I won’t. But I recognize that’s just his brain trying to be agreeable too. I push all the pillows aside to be as flat as possible, to make the pain as small as possible, put on a podcast, and float in the fog of Britain and the run-up to World War I. I hear the interviewer talking to a group of historians about the deaths of so many young people, and eventually I fall asleep.
PART FOUR
Insight
The prototypical manifestation of spontaneous intracranial hypotension is an orthostatic headache. Such a headache generally occurs or worsens within 15 minutes of assuming the upright position . . . but in some patients this lag period may be as long as several hours. Improvement of the headache after lying down is less variable and occurs within 15 to 30 minutes. The headache may be diffuse or localized to the frontal, temporal, or—most commonly—the occipital or suboccipital regions. The headache may be throbbing or nonthrobbing and is rarely unilateral. Some patients use descriptive terms for their headaches, such as the feeling of “an ice cube in an empty glass” or a “pulling sensation from my head down to my neck,” offering a clue to the diagnosis. Additional clues may be the patient’s recumbent position in the physician’s office or a pillow they carry along to allow them to lie down comfortably . . . . The severity of the headache varies widely; many mild cases probably remain undiagnosed, whereas other patients are incapacitated and unable to engage in any useful activity while upright.
—Wouter I. Schievink, “Spontaneous Spinal Cerebrospinal Fluid Leaks and Intracranial Hypotension,” JAMA, 2006
18
September 2015
I have exhausted the resources available to me at the hospital, with its one doctor familiar with CSF leaks and its many specialists who are not, and so I make an appointment to be seen at a different hospital, one with a headache center and neurologists who specialize in headaches of all kinds. I’m still toying with the idea of trying to reach out to the doctor of last resort, the specialist I’ve read about online, but my case seems too pedestrian, despite the way it’s taken over my life. It just doesn’t seem serious enough to merit a cross-country trip, my scans not dramatic enough, my symptoms not definitive enough. Although I don’t know what the threshold is, I’m sure I haven’t cleared it. And so this is the next step I feel I can take: to be seen by the headache center.
Before I can be evaluated by the headache center, I must go through a screening process. First I am required to take the Minnesota Multiphasic Personality Inventory test, which costs $300, will not be covered by insurance, and takes about an hour to ninety minutes to complete.

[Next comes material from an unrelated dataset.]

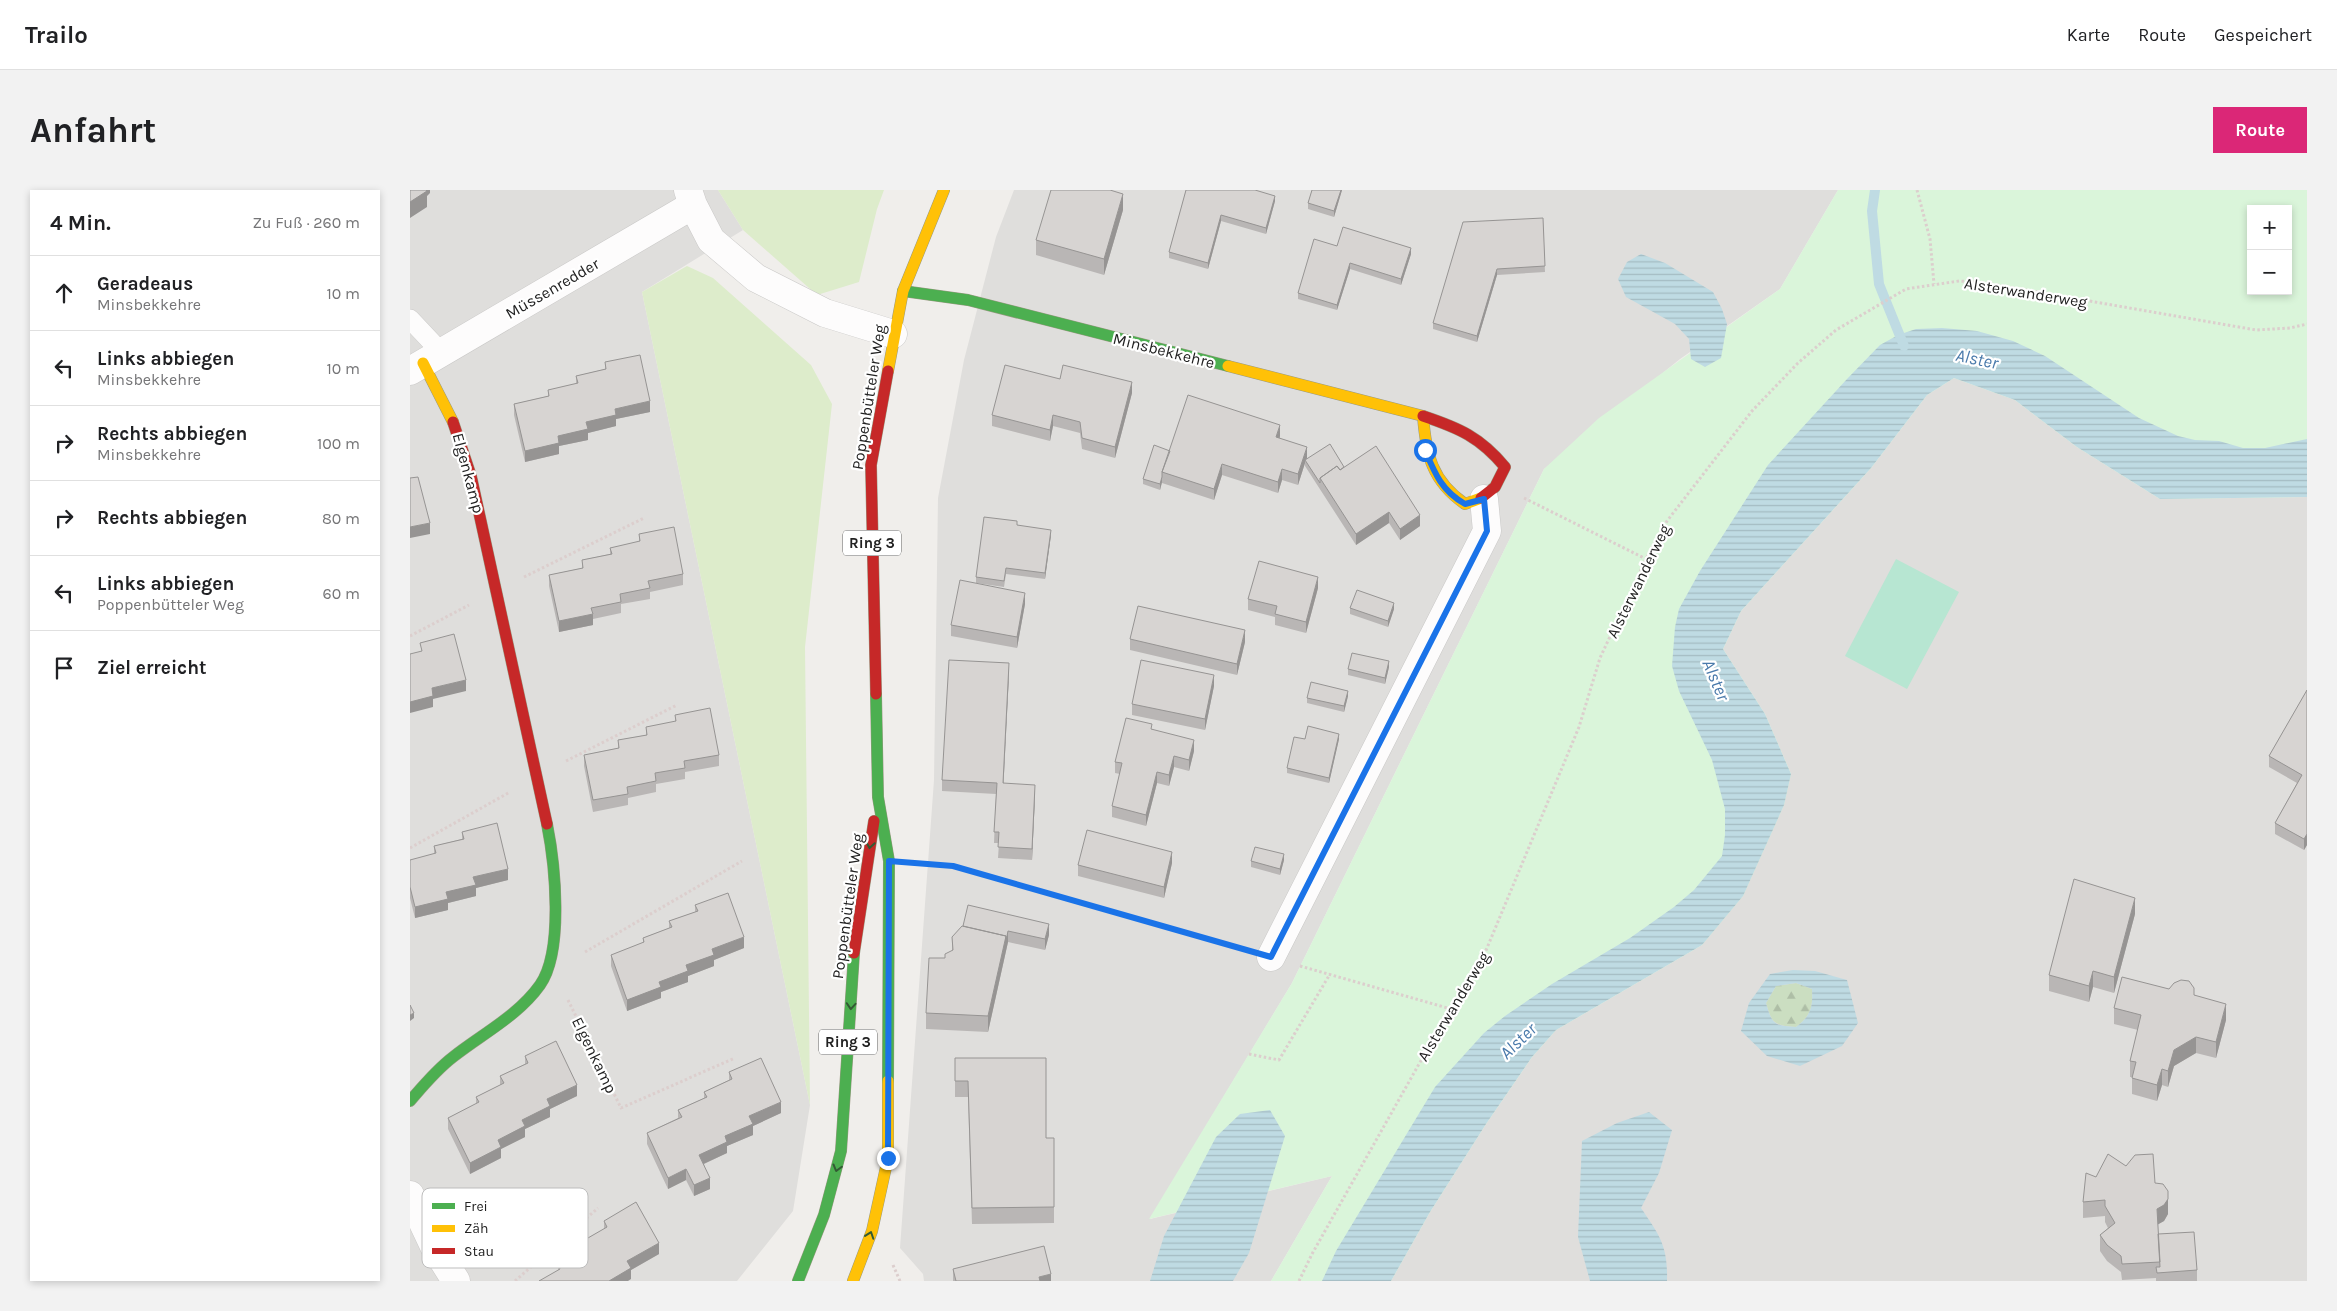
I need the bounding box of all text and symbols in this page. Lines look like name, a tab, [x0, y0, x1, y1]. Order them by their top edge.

Then I must meet with one of the headache center’s therapists, even though I already have a therapist. But I’ve run out of other options, so fine: I will take the expensive test, I will talk to the random therapist.
The center itself, which is less a center than a nondescript area on the second floor of the neurology building, presents as a fluorescent-lit waiting room with no place to lie down, which is how I evaluate everything at this point: Is it dark? Is there a place for me to be flat? It’s taken me more than a half-hour of being upright to get here, and so I am woozy with pain and brain fog, but I nod my head as the desk person informs me that insurance probably won’t reimburse me for the cost of the personality test and I sign a thing and take a sheaf of forms to a chair in the corner that seems like the least obnoxious place to lie on the floor if I have to.
The personality inventory test I have to take, the MMPI, is “the most widely used and widely researched objective measure of psychopathology in history,” according to what I read about it later, and was first developed in the 1930s. It was initially used to diagnose hypochondriasis, depression, hysteria, psychopathic deviate, paranoia, psychasthenia (an outdated term for what is now considered obsessive-compulsive disorder), schizophrenia, and hypomania. Later, social introversion and masculinity-femininity (measuring how rigidly a person conforms to stereotypical gender roles) were added, creating ten basic diagnostic categories. Beginning in the 1980s, the test underwent a major overhaul, and by 2003, the MMPI-2 was introduced, with clinical scales intended to measure the perhaps more modern states of demoralization, somatic complaints, low positive emotions, cynicism, antisocial behavior, ideas of persecution, dysfunctional negative emotions, aberrant experiences, and hypomanic activation.
The test consists of 567 true/false questions. Some of them are innocuous and easy to answer, though in some cases oddly specific: “I wake up fresh and rested most mornings.” “I like mechanics magazines.” “I am very seldom troubled by constipation.”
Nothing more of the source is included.